#### SUPPLIED MATERIAL
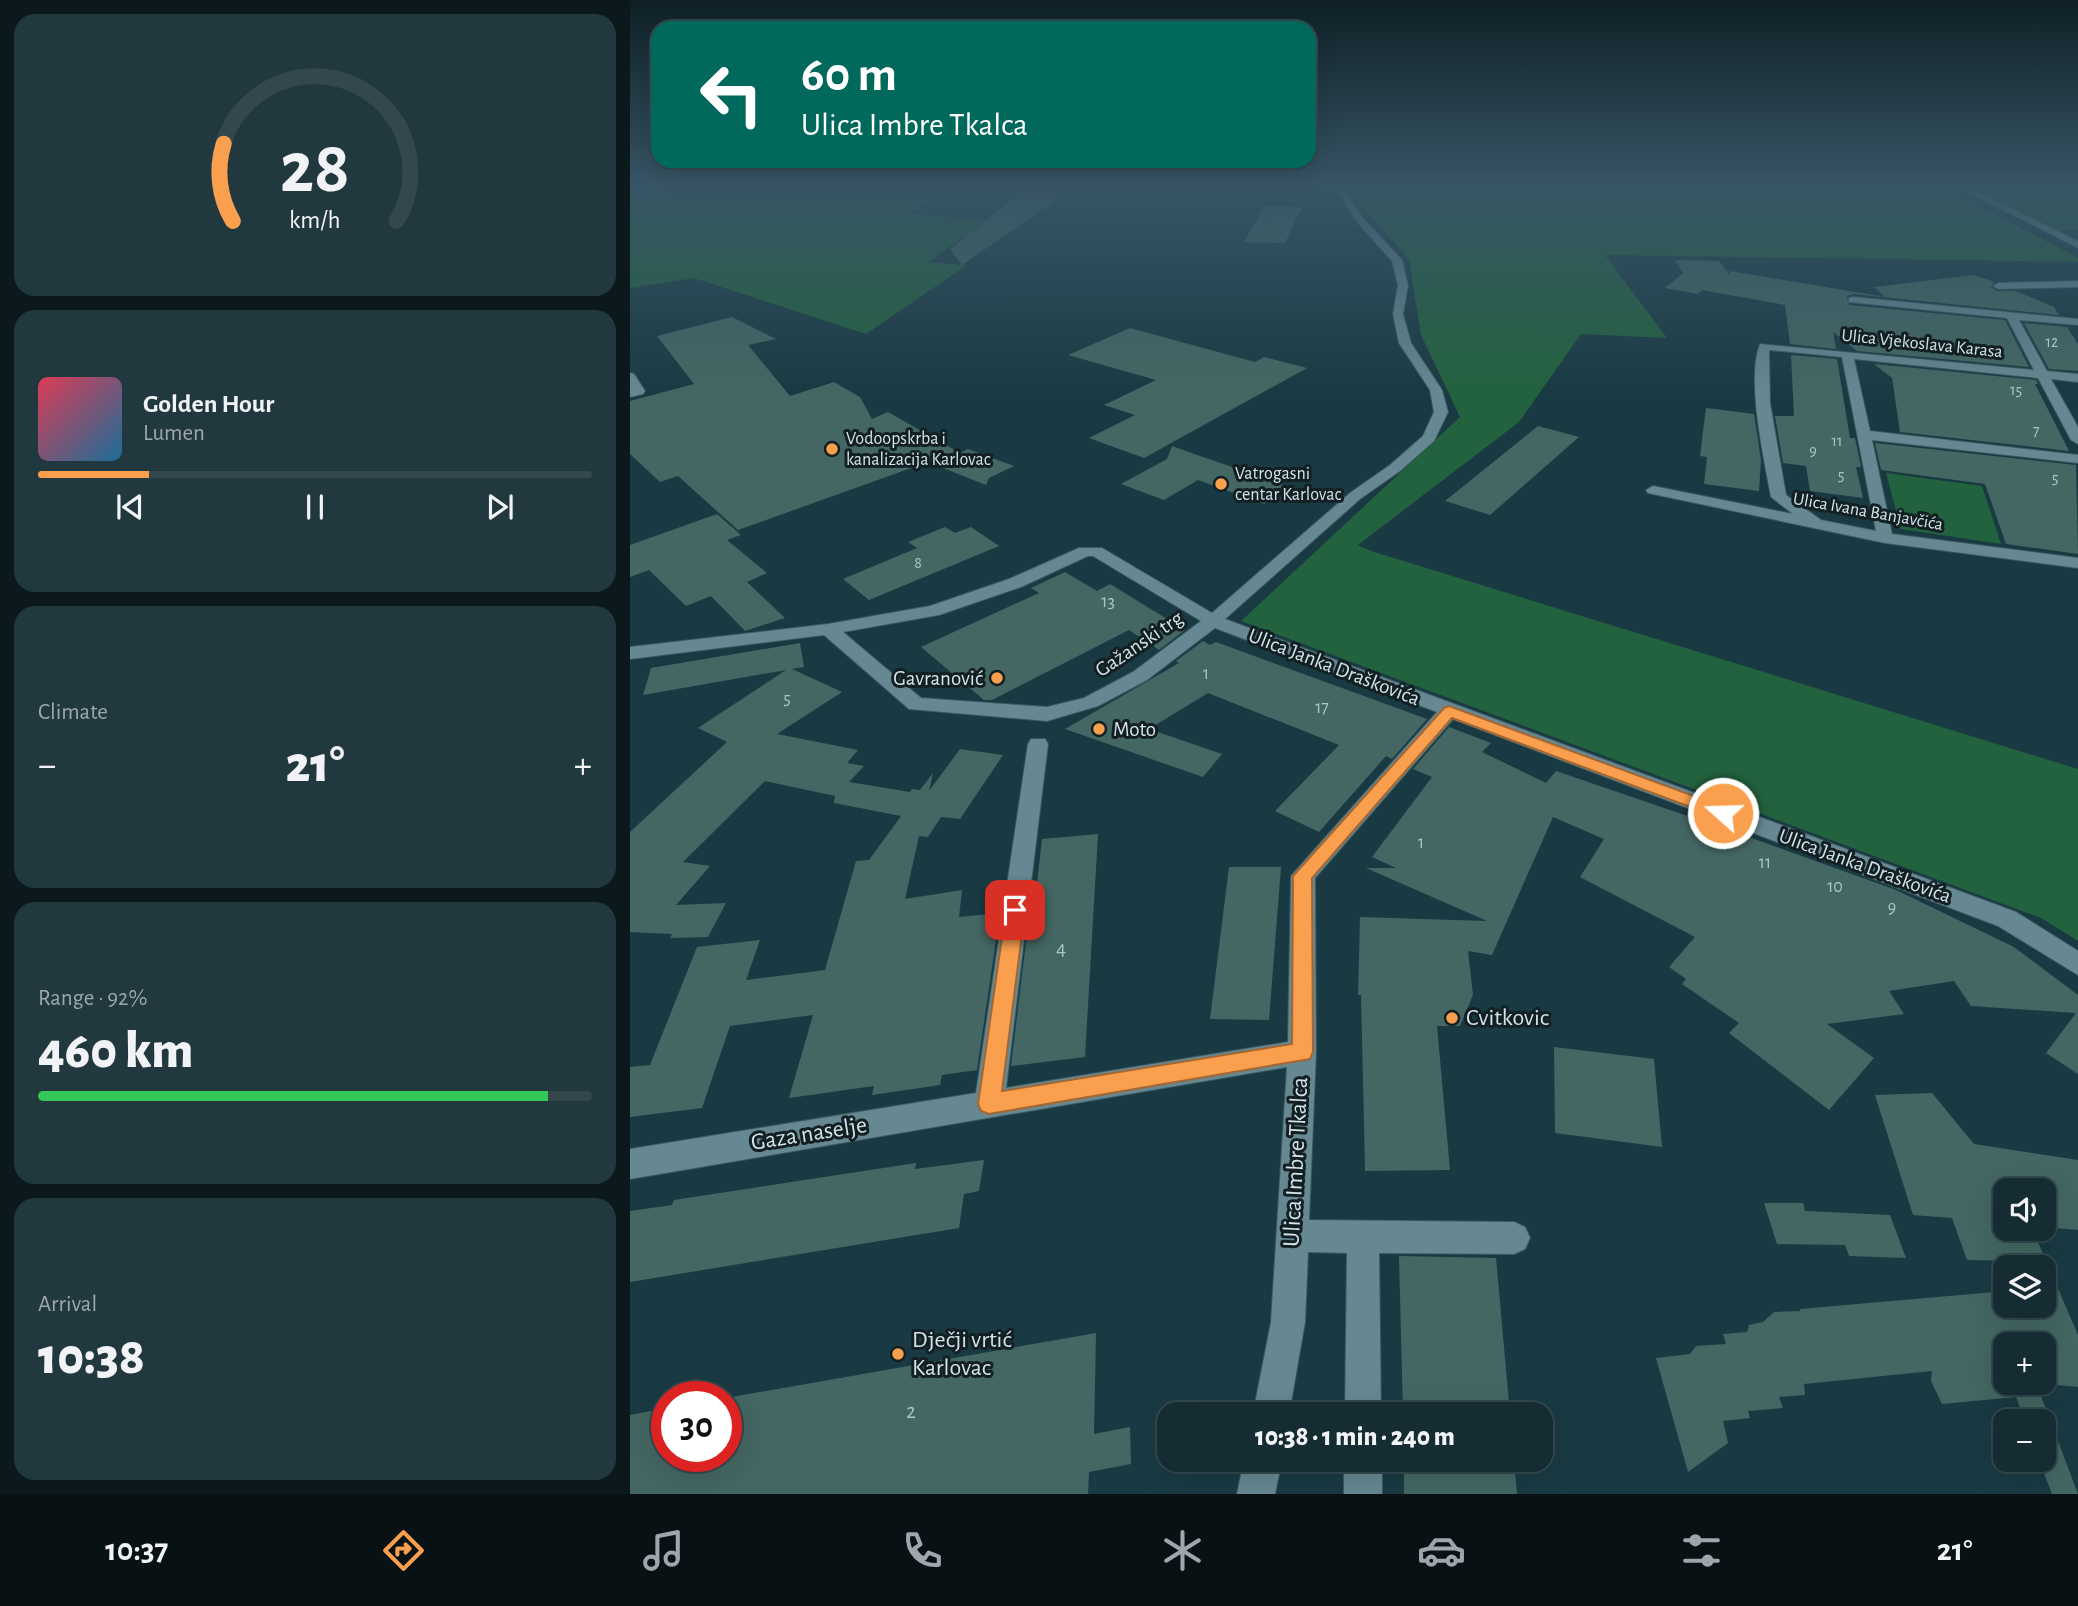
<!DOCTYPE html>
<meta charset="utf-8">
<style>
body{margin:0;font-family:"Alegreya Sans",sans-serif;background:#21383e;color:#f1f3f6;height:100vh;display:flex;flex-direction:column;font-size:26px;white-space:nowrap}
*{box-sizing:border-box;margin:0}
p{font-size:23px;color:#9da7ac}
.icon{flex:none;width:38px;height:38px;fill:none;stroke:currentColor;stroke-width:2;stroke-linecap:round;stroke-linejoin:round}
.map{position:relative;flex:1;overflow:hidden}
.details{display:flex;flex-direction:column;gap:14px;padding:14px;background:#0b181c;width:630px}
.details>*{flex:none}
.banner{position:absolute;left:21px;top:21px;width:665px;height:147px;border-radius:21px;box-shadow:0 7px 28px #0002,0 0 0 2px #33484d;background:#00695c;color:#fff;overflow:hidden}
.tools{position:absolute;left:1363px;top:1178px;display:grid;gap:14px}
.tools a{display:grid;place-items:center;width:63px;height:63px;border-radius:14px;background:#142c32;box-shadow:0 7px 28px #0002,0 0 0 2px #33484d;font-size:35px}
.speed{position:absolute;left:21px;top:1381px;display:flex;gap:14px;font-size:35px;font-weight:700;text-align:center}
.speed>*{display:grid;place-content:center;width:91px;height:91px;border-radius:50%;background:#142c32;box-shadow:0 7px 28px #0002,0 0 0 2px #33484d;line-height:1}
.speed .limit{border:10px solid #d22;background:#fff;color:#111}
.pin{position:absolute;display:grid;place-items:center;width:60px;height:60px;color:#fff;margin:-30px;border-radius:14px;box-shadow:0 4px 10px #0006}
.me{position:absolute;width:77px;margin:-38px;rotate:290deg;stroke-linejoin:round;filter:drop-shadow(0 0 5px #0008)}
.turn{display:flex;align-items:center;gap:24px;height:147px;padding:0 35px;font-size:32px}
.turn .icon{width:91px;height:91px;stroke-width:2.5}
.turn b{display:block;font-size:49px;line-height:60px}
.big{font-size:52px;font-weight:800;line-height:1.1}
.details .widget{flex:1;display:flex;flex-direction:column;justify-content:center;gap:10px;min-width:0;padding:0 24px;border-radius:21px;background:#21383e}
.details .dial{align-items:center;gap:0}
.dial svg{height:182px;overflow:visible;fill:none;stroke:#33484d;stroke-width:7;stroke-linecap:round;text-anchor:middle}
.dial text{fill:#f1f3f6;stroke:none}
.song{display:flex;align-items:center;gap:21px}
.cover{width:84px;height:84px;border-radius:10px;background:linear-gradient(135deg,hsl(350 70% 55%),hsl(200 70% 35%))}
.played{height:7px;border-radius:4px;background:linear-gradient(90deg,#fa9f4e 20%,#33484d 20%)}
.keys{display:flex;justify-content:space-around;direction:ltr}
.heat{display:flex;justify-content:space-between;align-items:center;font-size:38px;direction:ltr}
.charge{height:10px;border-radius:5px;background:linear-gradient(90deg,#34c759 92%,#33484d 0)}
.trip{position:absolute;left:527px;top:1402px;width:396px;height:70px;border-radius:21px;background:#142c32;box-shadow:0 7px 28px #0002,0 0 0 2px #33484d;font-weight:800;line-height:70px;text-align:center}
.menu{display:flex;height:112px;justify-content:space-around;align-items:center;background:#081214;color:#9da7ac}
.menu .icon{width:49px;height:49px}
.menu .on{color:#fa9f4e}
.menu b{font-size:32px;color:#f1f3f6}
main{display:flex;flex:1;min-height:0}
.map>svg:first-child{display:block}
.green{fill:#22623e}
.building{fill:#446763;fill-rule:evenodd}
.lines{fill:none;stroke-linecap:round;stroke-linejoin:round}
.minor-casing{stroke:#3b585f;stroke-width:2}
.minor{fill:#668892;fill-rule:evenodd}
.route{fill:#fa9f4e;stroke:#a26733;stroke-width:2}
.poi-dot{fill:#fa9f4e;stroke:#121f23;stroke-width:2.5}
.labels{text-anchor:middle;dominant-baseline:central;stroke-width:6;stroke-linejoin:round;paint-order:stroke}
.far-number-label{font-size:16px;fill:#aec5c8}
.far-street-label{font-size:18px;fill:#d2e4ea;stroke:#121f23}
.far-poi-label{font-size:18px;fill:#d2e4ea;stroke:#121f23;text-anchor:start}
.number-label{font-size:18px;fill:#aec5c8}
.street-label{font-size:21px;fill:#d2e4ea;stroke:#121f23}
.poi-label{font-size:21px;fill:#d2e4ea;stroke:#121f23;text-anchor:end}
.near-number-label{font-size:21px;fill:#aec5c8}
.near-poi-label{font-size:24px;fill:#d2e4ea;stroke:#121f23;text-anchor:start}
.near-street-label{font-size:24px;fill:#d2e4ea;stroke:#121f23}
</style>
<main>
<section class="details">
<div class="widget dial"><svg viewBox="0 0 100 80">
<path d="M14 69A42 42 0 1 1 86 69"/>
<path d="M14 69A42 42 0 0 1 10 35" stroke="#fa9f4e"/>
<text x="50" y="56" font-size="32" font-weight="700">28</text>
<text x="50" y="72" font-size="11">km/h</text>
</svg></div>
<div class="widget">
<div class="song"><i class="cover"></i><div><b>Golden Hour</b><p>Lumen</p></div></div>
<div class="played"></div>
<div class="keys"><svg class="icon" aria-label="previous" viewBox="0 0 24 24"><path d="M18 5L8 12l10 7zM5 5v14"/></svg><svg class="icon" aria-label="pause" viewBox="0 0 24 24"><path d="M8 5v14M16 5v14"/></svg><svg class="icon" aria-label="next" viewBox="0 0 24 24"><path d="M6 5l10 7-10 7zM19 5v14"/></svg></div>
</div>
<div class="widget"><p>Climate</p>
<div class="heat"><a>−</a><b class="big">21°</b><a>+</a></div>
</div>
<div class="widget"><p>Range · 92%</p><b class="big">460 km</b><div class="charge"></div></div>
<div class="widget"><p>Arrival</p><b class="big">10:38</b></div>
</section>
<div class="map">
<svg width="1448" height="1494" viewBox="0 0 1448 1494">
<rect width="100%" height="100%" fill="#1a3a43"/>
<!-- green -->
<path class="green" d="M0 184H325L279 213 357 221 298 262 337 265 236 334 64 278 0 288Z
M738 184H1307L1448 258V262L975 255 1037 338 951 334 889 422 728 545 741 551 1448 769V941L1411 918 611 621 830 417 791 335 779 259 718 192Z
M1332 184H1448V229L1431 232Z
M1256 473 1352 486 1371 544 1271 529Z"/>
<!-- building -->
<path class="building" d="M402 184H439L436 186H446L332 265 320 249Z
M634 206 672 207 655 243 614 242Z
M1045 260 1089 261 1100 275V271L1255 297 1244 287 1344 275 1364 282 1361 287 1367 291H1386L1424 307 1429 315 1223 294 1217 296 1219 305 1375 320 1399 367 1227 351 1203 332 1206 349 1160 344 1155 305 1072 290 1068 294 1035 288 1053 273Z
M102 317 146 339 118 345 160 396 204 382 230 397 242 419 258 412 330 453 338 449 384 466 359 478 356 485 298 462 108 530 48 476 30 482 0 454V401L64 384 27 336Z
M1394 323 1437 327 1448 344V371L1419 369Z
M500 328 625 362 634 357 677 368 514 458 459 438 505 415 474 405 526 380 438 355Z
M1161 355 1207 359 1220 438H1225L1231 467H1226L1233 498 1180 491 1176 466 1153 463 1145 416H1164Z
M1244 364 1406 380 1408 384H1405L1439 451 1270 432 1262 378Z
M1076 408 1124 414 1131 460 1129 491 1074 484 1077 457 1070 456Z
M908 426 949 437 860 515 815 501Z
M1245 443 1446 465 1448 554 1376 544 1355 484 1251 470Z
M542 446 570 456 660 487 634 504 568 480 534 500 491 484 537 459Z
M87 514 111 535 97 540 137 573 117 582 155 618 115 631 81 596 56 606 19 570 0 577V545Z
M315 527 325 533 341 527 369 546 239 600 213 579 287 548 278 542Z
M435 572 467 591 480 584 555 630 529 650 499 630 362 700H354L291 647 409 593 401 588Z
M573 641 580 645 586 642 797 719 762 759 756 756 689 832 645 811 709 745 578 693 519 729 592 754 573 777 435 729 549 663 546 661Z
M170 643 174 667 162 669 212 692 147 734 228 750 217 763 234 766 219 782 280 792 282 789 290 790 303 773 299 791 330 749 373 755 330 819 311 817 298 837 289 836 275 899 332 890 329 917 370 913 347 1070 312 1075 310 1085 242 1095 244 1086 159 1098 183 1015 100 1026 72 1108 0 1117V1067L20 1065 67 947 130 940 116 980 195 970 226 861 239 860 271 816 204 803 205 796 135 781 53 862 80 866 46 905 96 903 78 937 40 938 42 934 0 932V832L97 742 68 728 156 670 13 695 21 668Z
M819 727 861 743 852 752 916 783 926 771 1119 837 1266 890 1384 947 1448 995V1074L1416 1053 1446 1013 1341 1006 1324 981 1259 991 1274 1014 1197 1024 1244 1058 1199 1110 1099 1033 1109 1023 1052 984 1056 979 1039 967 1065 937 950 877 974 839 923 817 862 955 838 951 843 995 830 1026H807L820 1170 735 1171 731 995H728L730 917 857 921 736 868H766L742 857 802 777 783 769Z
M468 834 455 1057 381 1066 400 909H404L412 839Z
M599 867H651L639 1020 580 1019Z
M924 1047 1024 1059 1032 1147 925 1133Z
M1302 1093 1344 1144 1448 1160V1230L1414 1227V1190H1376V1228H1402L1448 1335V1387L1406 1383 1448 1494H1422L1409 1460H1414V1421H1395L1386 1397 1312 1404 1301 1381 1302 1371 1174 1384 1175 1395 1149 1397 1153 1408 1118 1411 1120 1418 1093 1421 1098 1443 1058 1472 1026 1358 1060 1354 1066 1346 1096 1344 1093 1334 1117 1332 1119 1325 1133 1322 1144 1312 1170 1311V1309L1376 1291V1306H1414V1267H1386V1261L1337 1260 1322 1218 1283 1215 1245 1095ZM1376 1344H1414V1382H1376Z
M354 1160 349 1191 334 1194 329 1228 0 1282V1211L42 1205 44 1200 286 1163 285 1169Z
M1134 1203H1173L1175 1211 1260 1215 1276 1258 1219 1256 1215 1245 1147 1244Z
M769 1256 866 1258 880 1414H773Z
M466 1333 464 1434 500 1427 501 1464 459 1472 458 1494H0V1415L37 1408V1456H96V1398Z
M774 1460H884L887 1494H774Z"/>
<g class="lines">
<defs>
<path id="minor" d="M688 184H698L715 190 733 218 772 260 778 285 773 314 781 343 812 390 818 412 804 441 770 471 730 499 595 619 1386 912 1448 951V975L1368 926 823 719 685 878 686 1052 679 1220 884 1222 895 1227 900 1238 895 1249 884 1254 749 1253 751 1414H715L717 1253 678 1252 675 1322 659 1414H623L641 1322 657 1067 0 1179V1149L346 1093 398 744 401 739H415L418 744 376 1088 658 1042 661 876 807 712 585 628 517 680 468 706 417 721 279 709 194 635 0 659V647L198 624 300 606 379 579 449 548H472L582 613 720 493 760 465 793 436 804 412 800 390 769 343 763 314 768 285 762 261 727 222 709 194ZM458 556H463L571 621 503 672 454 698 417 707 291 698 213 632 309 615 391 587Z
M1322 184H1332L1448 241V248Z
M1448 281V287L1368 289 1363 286 1368 283Z
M1223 297 1448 319V325L1389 320 1417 371 1448 374V382L1421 379 1448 427V444L1441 440 1408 378 1224 359 1240 431 1448 455V463L1242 440 1262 534 1448 558V568L1255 543 1018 493 1016 490 1023 486 1163 514 1141 497C1134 458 1116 380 1130 344L1404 370 1377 318 1219 302V298ZM1139 350 1212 357 1246 531 1191 520 1156 495 1140 403Z
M0 373 4 374 15 391 13 394 0 397Z
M614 1460H652L645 1494H607Z
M714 1460H752V1494H714Z"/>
</defs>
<!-- minor casing -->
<use href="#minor" class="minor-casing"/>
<!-- minor -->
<use href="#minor" class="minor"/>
</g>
<!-- sky -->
<linearGradient id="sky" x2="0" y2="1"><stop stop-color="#0e2025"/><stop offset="0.47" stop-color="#385566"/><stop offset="1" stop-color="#385566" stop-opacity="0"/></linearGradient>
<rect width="1448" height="393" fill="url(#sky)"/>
<!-- route -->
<path class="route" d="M819 706 1099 809 1101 813 1099 817H1087L822 718 682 878 683 1052 680 1059 359 1114 351 1111 348 1104 376 910 379 905 385 903 392 905 395 910 372 1091 662 1044 663 876 814 708Z"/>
<!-- markers -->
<g class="poi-dot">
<circle cx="202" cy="449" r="7"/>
<circle cx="591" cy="484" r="7"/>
<circle cx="367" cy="678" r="7"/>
<circle cx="469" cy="729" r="7"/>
<circle cx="822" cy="1018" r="7"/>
<circle cx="268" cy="1354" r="7"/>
</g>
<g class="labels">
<!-- far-number labels -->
<g class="far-number-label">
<text x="1422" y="342">12</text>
<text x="1386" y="390">15</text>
<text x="1406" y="431">7</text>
<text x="1207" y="441">11</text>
<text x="1183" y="451">9</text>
<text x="1211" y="475">5</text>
<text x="1425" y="478">5</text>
<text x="288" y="563">8</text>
</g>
<!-- far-street labels -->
<g class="far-street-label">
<text transform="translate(1292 344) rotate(6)">Ulica Vjekoslava Karasa</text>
<text transform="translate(1238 512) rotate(10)">Ulica Ivana Banjavčića</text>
</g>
<!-- far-poi labels -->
<g class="far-poi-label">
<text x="216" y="439">Vodoopskrba i<tspan x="216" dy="21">kanalizacija Karlovac</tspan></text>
<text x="605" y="474">Vatrogasni<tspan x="605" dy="21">centar Karlovac</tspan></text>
</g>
<!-- number labels -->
<g class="number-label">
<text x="478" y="602">13</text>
<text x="576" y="674">1</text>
<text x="157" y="699">5</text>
<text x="692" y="708">17</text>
<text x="791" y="843">1</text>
<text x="1135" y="863">11</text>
<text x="1205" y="887">10</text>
<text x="1262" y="908">9</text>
</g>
<!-- street labels -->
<g class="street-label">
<text transform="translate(509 644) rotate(-34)">Gažanski trg</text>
<text transform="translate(704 667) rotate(21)">Ulica Janka Draškovića</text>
<text transform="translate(1235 866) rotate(20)">Ulica Janka Draškovića</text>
</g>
<!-- poi labels -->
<g class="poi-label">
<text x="353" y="678">Gavranović</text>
<text x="483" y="729" text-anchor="start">Moto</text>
</g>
<!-- near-number labels -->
<g class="near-number-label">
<text x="431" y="948">4</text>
<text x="281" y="1411">2</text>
</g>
<!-- near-poi labels -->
<g class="near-poi-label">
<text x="836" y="1018">Cvitkovic</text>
<text x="282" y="1340">Dječji vrtić<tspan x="282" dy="28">Karlovac</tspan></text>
</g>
<!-- near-street labels -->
<g class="near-street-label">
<text transform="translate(179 1134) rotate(-9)">Gaza naselje</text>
<text transform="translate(666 1162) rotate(-87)">Ulica Imbre Tkalca</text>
</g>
</g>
</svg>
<div class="tools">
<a><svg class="icon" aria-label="sound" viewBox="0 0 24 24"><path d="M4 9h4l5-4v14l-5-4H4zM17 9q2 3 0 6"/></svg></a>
<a><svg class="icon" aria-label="layers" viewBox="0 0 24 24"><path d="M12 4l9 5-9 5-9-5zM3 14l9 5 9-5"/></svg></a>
<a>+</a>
<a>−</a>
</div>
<div class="speed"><div class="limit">30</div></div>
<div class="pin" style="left:385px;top:910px;background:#d93025"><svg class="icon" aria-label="arrive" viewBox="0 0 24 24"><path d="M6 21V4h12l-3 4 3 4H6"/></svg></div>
<svg class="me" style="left:1093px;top:813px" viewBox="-20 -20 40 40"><circle r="17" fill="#fa9f4e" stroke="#fff" stroke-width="3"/><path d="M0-11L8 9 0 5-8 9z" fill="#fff"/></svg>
<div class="trip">10:38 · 1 min · 240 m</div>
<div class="banner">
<div class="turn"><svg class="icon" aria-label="left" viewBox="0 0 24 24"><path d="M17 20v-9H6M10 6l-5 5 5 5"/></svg><div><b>60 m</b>Ulica Imbre Tkalca</div></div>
</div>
</div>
</main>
<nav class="menu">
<b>10:37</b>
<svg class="icon on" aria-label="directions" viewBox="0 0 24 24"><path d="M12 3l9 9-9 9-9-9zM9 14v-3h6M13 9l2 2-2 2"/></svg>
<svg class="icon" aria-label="music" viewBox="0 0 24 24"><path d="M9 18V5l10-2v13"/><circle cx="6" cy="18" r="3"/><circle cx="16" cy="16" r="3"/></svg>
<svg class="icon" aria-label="phone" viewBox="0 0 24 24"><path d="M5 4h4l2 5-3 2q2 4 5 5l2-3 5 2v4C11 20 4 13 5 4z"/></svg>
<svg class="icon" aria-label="climate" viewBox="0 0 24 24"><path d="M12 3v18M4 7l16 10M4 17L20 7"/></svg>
<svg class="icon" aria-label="car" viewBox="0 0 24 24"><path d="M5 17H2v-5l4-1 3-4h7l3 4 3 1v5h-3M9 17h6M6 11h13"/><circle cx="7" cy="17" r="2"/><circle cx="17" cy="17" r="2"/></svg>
<svg class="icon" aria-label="filters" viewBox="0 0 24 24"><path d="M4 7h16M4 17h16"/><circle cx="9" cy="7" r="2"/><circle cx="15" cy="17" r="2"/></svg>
<b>21°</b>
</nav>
########
- **BRIEF**
Go line by line through the records above and copy each one containing "limit".

- **TASK ANSWER**
.speed .limit{border:10px solid #d22;background:#fff;color:#111}
<div class="speed"><div class="limit">30</div></div>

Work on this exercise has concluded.